### Task instructions:
The answer should consist of every line in the material below that has the word "lines".

### The data:
----

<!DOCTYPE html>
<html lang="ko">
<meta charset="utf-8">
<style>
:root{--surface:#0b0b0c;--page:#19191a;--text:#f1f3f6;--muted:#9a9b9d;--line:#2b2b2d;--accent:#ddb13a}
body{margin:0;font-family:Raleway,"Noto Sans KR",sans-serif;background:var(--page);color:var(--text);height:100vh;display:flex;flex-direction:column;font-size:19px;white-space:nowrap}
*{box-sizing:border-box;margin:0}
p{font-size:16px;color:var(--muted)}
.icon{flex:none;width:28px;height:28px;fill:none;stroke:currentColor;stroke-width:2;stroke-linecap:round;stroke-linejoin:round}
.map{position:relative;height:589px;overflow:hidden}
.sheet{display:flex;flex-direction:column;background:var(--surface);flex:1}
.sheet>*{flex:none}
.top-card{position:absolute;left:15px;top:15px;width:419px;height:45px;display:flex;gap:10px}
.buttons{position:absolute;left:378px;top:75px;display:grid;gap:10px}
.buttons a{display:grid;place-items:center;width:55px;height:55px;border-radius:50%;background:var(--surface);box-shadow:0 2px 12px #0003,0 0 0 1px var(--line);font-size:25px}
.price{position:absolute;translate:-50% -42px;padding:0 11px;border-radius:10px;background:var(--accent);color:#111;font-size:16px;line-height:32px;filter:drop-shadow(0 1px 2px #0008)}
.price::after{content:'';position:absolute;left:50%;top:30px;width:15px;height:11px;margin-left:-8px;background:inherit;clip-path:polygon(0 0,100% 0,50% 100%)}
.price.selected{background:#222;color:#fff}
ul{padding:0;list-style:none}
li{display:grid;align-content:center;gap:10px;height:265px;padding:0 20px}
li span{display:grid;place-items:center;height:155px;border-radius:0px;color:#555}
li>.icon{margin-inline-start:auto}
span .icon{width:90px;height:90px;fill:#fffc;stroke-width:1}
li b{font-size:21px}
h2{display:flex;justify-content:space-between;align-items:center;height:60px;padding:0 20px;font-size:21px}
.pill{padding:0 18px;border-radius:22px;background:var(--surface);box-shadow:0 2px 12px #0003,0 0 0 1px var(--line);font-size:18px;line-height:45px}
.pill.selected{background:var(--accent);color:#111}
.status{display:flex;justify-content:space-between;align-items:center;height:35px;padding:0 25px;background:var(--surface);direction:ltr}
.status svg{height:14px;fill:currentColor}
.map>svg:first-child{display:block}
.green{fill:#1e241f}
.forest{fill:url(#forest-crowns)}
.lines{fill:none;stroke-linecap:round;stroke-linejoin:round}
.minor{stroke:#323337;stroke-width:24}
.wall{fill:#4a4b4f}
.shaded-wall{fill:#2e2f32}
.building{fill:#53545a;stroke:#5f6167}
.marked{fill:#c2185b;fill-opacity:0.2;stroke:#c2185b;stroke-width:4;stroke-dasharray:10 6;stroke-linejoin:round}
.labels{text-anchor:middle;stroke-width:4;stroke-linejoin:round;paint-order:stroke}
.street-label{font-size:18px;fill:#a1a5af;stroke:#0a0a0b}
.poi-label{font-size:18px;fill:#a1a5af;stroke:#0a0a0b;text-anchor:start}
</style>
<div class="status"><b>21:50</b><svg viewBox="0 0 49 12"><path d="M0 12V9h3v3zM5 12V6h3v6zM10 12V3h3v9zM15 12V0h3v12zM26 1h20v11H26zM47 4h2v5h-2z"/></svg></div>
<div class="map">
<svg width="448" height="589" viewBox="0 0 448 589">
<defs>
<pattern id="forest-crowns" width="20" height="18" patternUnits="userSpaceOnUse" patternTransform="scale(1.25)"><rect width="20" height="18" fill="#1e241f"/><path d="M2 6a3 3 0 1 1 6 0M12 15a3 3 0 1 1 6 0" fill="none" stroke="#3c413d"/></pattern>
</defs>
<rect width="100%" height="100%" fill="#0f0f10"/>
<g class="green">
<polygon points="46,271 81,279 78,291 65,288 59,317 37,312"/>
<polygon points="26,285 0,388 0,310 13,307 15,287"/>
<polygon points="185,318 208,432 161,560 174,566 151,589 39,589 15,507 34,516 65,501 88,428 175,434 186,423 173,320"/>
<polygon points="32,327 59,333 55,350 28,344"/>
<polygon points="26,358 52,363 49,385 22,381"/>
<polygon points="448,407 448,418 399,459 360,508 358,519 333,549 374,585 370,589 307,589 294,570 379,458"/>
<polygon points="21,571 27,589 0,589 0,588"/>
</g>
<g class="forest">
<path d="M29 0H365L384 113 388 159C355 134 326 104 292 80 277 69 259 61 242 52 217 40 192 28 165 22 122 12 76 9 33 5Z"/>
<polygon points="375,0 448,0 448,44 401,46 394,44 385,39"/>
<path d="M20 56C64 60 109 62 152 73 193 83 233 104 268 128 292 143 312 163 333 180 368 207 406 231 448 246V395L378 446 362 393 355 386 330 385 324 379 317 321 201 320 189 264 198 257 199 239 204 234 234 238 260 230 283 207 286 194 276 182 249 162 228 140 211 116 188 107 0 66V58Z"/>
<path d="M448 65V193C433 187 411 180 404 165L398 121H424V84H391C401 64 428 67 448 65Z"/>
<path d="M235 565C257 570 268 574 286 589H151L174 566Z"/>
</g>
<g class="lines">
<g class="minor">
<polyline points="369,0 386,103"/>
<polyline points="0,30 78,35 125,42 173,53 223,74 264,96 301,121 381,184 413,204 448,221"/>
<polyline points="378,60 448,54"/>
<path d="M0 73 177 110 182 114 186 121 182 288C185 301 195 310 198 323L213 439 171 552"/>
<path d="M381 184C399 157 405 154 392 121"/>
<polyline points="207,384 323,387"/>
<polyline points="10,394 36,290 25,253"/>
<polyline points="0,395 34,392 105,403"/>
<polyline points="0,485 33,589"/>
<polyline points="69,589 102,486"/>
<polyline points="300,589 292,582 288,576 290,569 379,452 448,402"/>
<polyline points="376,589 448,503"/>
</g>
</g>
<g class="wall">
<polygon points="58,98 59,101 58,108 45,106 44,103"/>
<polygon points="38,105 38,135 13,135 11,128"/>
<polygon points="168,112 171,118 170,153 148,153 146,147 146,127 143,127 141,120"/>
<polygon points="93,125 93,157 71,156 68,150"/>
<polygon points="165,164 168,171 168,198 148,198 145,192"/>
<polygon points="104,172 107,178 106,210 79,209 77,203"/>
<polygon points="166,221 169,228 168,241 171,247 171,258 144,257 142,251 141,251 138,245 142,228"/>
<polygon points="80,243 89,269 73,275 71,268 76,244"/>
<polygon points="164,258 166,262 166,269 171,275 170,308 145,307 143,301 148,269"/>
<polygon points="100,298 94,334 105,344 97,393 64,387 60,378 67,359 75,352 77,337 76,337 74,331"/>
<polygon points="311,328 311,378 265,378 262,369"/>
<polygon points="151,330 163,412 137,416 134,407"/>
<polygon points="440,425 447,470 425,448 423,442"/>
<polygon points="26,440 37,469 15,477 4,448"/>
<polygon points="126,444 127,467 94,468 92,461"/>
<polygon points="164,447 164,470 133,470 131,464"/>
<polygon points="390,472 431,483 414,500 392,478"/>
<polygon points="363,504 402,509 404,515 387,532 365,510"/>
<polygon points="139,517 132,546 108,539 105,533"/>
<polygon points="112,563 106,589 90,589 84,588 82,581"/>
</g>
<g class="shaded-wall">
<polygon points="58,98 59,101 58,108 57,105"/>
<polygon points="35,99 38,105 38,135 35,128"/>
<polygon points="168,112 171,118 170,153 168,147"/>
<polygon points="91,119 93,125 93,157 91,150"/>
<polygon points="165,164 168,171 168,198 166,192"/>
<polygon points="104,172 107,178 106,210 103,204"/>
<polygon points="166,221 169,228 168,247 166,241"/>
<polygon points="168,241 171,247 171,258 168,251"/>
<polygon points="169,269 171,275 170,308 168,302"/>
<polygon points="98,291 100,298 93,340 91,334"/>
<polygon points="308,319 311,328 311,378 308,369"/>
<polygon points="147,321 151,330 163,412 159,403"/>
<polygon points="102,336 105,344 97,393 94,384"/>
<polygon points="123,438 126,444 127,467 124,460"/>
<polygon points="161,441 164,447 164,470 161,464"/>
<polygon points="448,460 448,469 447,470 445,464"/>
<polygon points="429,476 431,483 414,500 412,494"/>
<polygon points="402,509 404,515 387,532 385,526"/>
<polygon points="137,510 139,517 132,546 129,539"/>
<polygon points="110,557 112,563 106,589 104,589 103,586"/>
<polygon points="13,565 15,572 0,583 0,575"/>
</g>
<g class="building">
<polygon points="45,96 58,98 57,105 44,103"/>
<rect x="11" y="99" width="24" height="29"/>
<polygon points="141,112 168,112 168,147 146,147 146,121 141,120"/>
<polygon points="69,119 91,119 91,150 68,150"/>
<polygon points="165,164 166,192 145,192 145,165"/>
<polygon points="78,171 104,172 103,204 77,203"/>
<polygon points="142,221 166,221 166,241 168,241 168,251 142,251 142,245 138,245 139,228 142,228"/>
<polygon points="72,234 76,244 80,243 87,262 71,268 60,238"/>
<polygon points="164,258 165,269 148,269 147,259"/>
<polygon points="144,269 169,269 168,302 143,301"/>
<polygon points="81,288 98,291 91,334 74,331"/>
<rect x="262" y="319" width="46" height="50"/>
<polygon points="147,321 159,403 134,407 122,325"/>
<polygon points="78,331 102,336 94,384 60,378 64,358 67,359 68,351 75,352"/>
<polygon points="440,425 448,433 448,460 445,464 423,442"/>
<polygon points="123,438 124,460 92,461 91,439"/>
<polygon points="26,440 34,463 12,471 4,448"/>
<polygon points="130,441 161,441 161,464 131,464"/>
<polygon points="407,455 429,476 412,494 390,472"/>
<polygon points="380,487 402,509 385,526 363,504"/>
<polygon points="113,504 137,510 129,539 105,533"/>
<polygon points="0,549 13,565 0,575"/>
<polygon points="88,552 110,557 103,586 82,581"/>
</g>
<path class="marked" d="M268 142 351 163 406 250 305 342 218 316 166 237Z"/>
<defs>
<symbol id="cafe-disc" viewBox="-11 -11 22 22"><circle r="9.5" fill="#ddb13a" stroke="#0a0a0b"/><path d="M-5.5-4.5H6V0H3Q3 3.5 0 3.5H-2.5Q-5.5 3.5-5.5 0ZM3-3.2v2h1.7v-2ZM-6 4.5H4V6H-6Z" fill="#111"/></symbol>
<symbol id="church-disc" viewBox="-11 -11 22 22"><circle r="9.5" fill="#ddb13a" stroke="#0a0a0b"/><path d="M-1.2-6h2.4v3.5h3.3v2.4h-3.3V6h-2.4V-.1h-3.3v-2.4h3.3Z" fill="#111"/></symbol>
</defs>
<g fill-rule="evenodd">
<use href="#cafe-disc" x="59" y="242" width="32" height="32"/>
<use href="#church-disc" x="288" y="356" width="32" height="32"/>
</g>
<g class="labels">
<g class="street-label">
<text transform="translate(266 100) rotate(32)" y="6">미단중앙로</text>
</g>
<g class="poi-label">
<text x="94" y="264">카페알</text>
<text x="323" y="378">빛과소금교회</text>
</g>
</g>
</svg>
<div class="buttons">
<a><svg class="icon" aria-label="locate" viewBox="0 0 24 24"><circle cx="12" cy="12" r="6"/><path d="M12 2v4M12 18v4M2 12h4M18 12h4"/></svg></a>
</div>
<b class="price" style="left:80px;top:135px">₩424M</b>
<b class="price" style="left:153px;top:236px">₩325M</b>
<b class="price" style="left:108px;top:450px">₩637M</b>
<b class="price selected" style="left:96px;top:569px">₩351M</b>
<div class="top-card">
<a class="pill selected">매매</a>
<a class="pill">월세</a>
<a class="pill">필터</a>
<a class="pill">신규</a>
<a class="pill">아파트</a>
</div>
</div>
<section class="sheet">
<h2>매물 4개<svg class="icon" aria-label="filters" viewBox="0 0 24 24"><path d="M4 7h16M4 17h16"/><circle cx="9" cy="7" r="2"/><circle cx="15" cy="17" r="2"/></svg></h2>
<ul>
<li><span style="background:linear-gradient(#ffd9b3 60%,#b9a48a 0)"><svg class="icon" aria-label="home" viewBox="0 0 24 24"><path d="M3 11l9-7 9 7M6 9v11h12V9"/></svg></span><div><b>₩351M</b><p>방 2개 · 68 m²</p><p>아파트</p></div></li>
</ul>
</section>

----

### Result:
.lines{fill:none;stroke-linecap:round;stroke-linejoin:round}
<g class="lines">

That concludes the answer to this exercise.